Educating Medical Students About Musculoskeletal Problems: Are Community Needs Reflected in the Curricula of Canadian Medical Schools?
 
   

Educating Medical Students About
Musculoskeletal Problems: Are Community Needs
Reflected in the Curricula of Canadian Medical Schools?

This section is compiled by Frank M. Painter, D.C.
Send all comments or additions to:
   Frankp@chiro.org
 
   

FROM:   Journal of Bone and Joint Surgery 2001;   83-A (9) Sept:   1317–1320

S. J. Pinney, MD, MEd, FRCS(C) and W. D. Regan, MD, FRCS(C) S.J. Pinney, MD, MEd, FRCS(C)

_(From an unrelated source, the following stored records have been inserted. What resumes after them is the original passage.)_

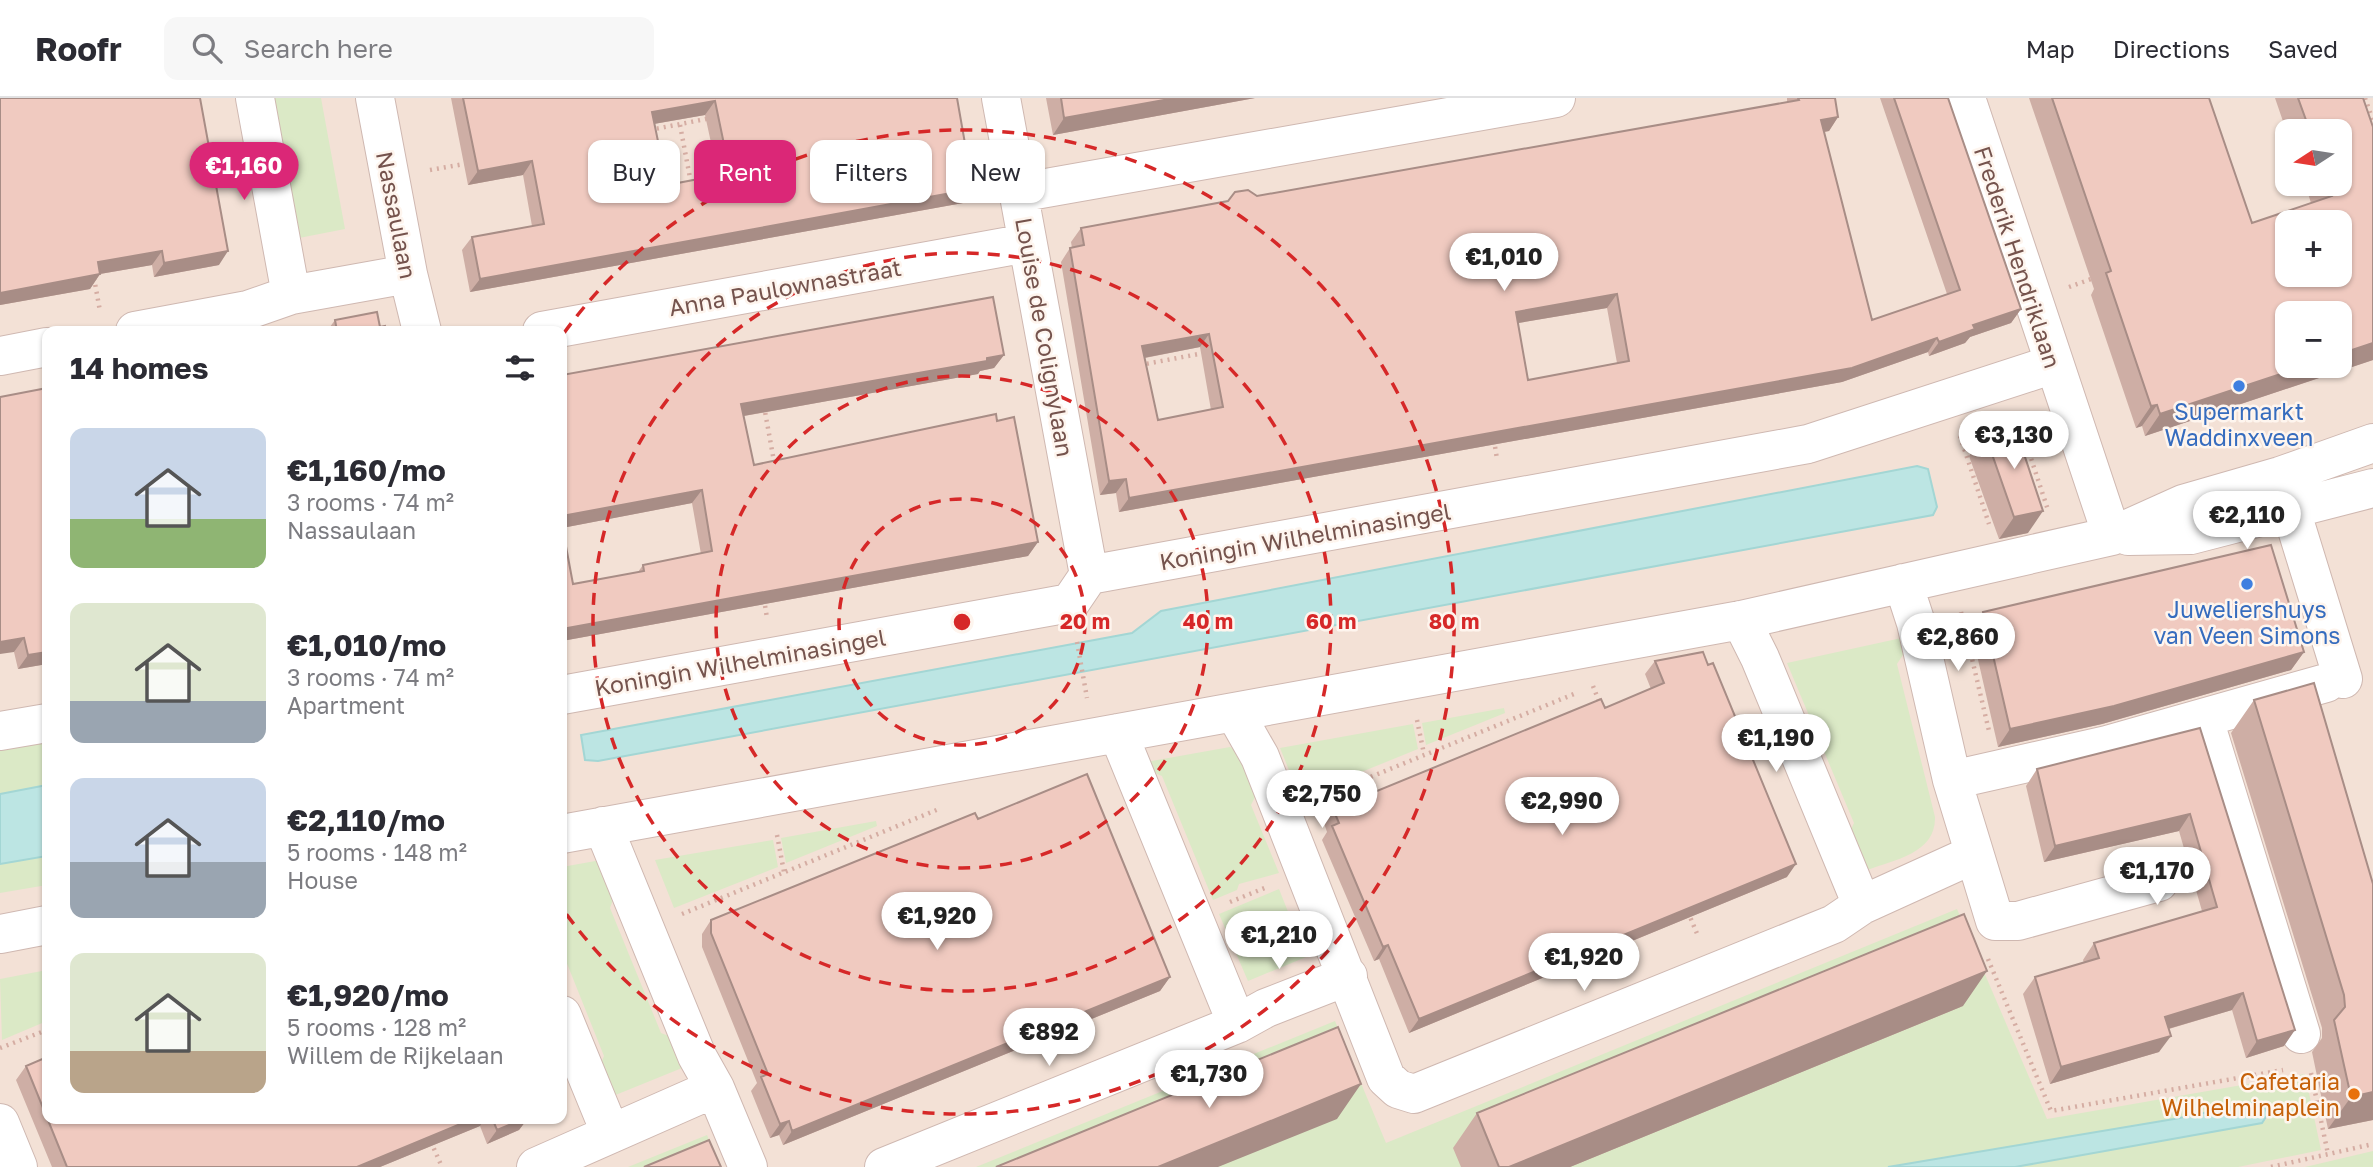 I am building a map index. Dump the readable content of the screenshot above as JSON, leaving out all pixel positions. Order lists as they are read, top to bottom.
{
  "streets": {
    "street": [
      "Nassaulaan",
      "Frederik Hendriklaan",
      "Anna Paulownastraat",
      "Louise de Colignylaan",
      "Koningin Wilhelminasingel"
    ]
  },
  "crossings": [
    ["Frederik Hendriklaan", "Koningin Wilhelminasingel"],
    ["Anna Paulownastraat", "Louise de Colignylaan"],
    ["Louise de Colignylaan", "Koningin Wilhelminasingel"]
  ],
  "places": ["Supermarkt Waddinxveen", "Juweliershuys van Veen Simons", "Cafetaria Wilhelminaplein"],
  "north": "left",
  "page": {
    "header": "Roofr",
    "search": "Search here",
    "nav": ["Map", "Directions", "Saved"],
    "map_buttons": ["+", "−"],
    "chip": [
      "Buy",
      "Rent",
      "Filters",
      "New"
    ],
    "price": [
      "€1,160",
      "€1,010",
      "€3,130",
      "€2,110",
      "€2,860",
      "€1,190",
      "€2,750",
      "€2,990",
      "€1,170",
      "€1,920",
      "€1,210",
      "€1,920",
      "€892",
      "€1,730"
    ],
    "heading": "14 homes",
    "list": [
      {
        "name": "€1,160/mo",
        "note": "3 rooms · 74 m² · Nassaulaan"
      },
      {
        "name": "€1,010/mo",
        "note": "3 rooms · 74 m² · Apartment"
      },
      {
        "name": "€2,110/mo",
        "note": "5 rooms · 148 m² · House"
      },
      {
        "name": "€1,920/mo",
        "note": "5 rooms · 128 m² · Willem de Rijkelaan"
      }
    ]
  },
  "rings": [
    "20 m",
    "40 m",
    "60 m",
    "80 m"
  ]
}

Department of Orthopaedic Surgery,
University of California,
Davis, 4860 Y Street, Suite 3800,
Sacramento, CA 95817
stephen.pinney@ucdmc.ucdavis.edu


Background:   Musculoskeletal problems are a common reason why patients present for medical treatment. The purpose of the present study was to review the curricula of Canadian medical schools to determine whether they prepare their students for the demands of practice with respect to musculoskeletal problems.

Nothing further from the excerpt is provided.